Further, the NPU controller 130 may determine the processing order of the neural processing unit 100 by considering information about the data locality information or structure of the neural network model and information about the data locality information or hardware structure of the neural processing unit 100. Furthermore, processing at the neural processing unit 100 may be enhanced when its operations are performed in a determined order. In some examples, the NPU controller 130 may be configured to operate based on machine code compiled from a compiler. But in other examples, the NPU controller 130 may be configured to include an embedded compiler.

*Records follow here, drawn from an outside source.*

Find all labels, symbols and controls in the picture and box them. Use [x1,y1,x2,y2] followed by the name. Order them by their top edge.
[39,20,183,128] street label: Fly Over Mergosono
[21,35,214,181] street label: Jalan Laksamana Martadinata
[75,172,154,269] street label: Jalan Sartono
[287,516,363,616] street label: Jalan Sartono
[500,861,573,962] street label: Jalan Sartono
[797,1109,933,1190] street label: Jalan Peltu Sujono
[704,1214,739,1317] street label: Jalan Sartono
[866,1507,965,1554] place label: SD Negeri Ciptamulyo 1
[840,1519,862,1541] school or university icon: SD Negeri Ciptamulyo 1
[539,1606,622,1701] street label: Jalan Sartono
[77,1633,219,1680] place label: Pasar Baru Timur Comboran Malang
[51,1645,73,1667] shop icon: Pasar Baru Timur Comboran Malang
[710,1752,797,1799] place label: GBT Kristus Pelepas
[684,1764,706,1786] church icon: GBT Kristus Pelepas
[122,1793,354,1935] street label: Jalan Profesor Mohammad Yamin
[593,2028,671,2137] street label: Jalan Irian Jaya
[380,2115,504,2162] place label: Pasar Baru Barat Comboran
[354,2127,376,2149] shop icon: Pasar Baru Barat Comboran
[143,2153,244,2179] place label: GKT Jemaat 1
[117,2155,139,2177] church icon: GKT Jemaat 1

According to the configurations described above, the neural processing unit 100 may be configured to generate machine code by receiving input files in the form of frameworks of various AI software. For example, AI software frameworks include TensorFlow, Py Torch, Keras, XGBoost, mxnet, DARKNET, ONNX, and the like.

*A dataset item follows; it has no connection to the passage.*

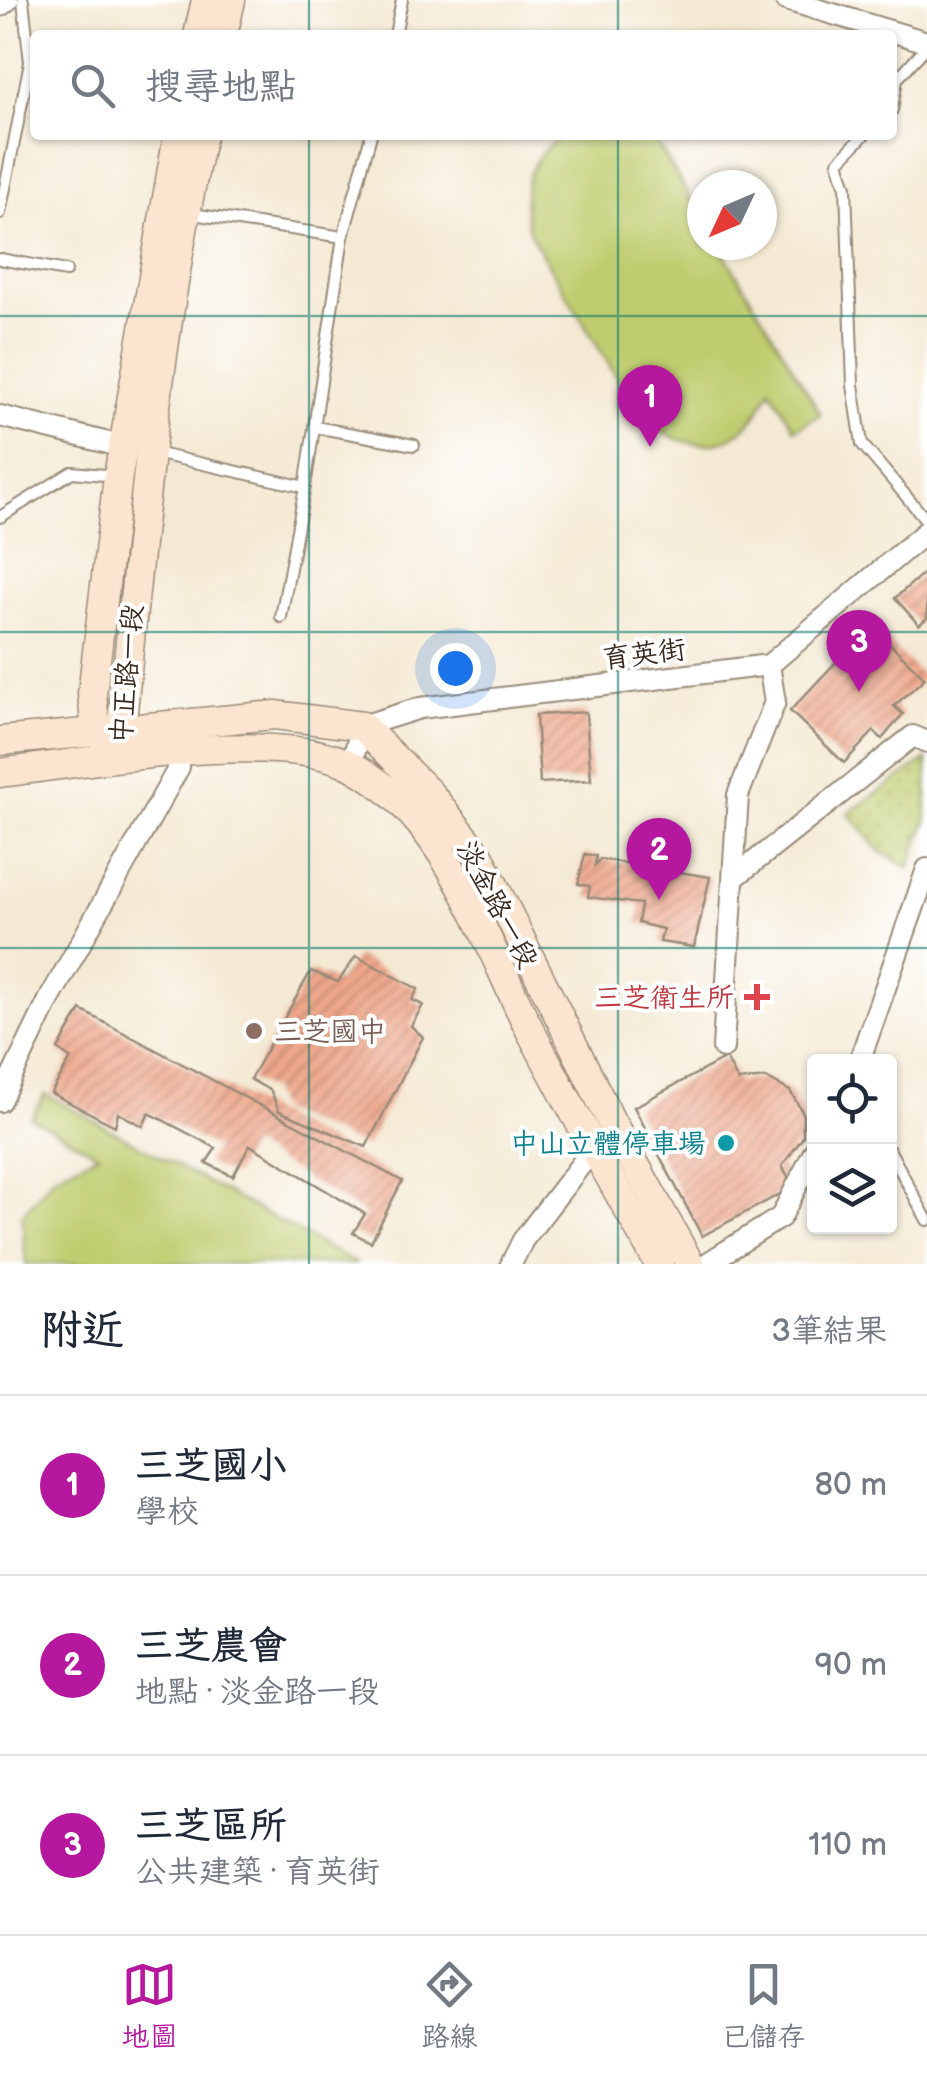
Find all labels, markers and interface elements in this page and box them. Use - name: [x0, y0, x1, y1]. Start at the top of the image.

The plurality of processing elements 110 refers to a plurality of processing elements (PE1 to PE12) configured to compute the feature map and weight data of the artificial neural network. Each processing element may include a multiply and accumulate (MAC) operator and/or an arithmetic logic unit (ALU) operator. However, examples according to the present disclosure are not limited thereto.

Each processing element may be configured to optionally further include additional SFU circuitry to handle additional specialized functions. For example, the processing element PE may be modified to further include a batch-regularization unit, an activation function unit, an interpolation unit, and the like. The SFU 150 may include one or more circuits to perform, for example, the following operations: for skip-connection operations, applying activation function, pooling operations, dequantization operations, quantization operations, and non-maximum suppression (NMS) operations, a batch-normalization operation, an interpolation operation, a concatenation operation, and a bias operation, which may be selected according to the graph module of the neural network model. In other words, the SFU 150 may include a plurality of specialized functional computation processing circuits. The SFU 150 may include circuitry to process various operations that a processing element may not perform efficiently.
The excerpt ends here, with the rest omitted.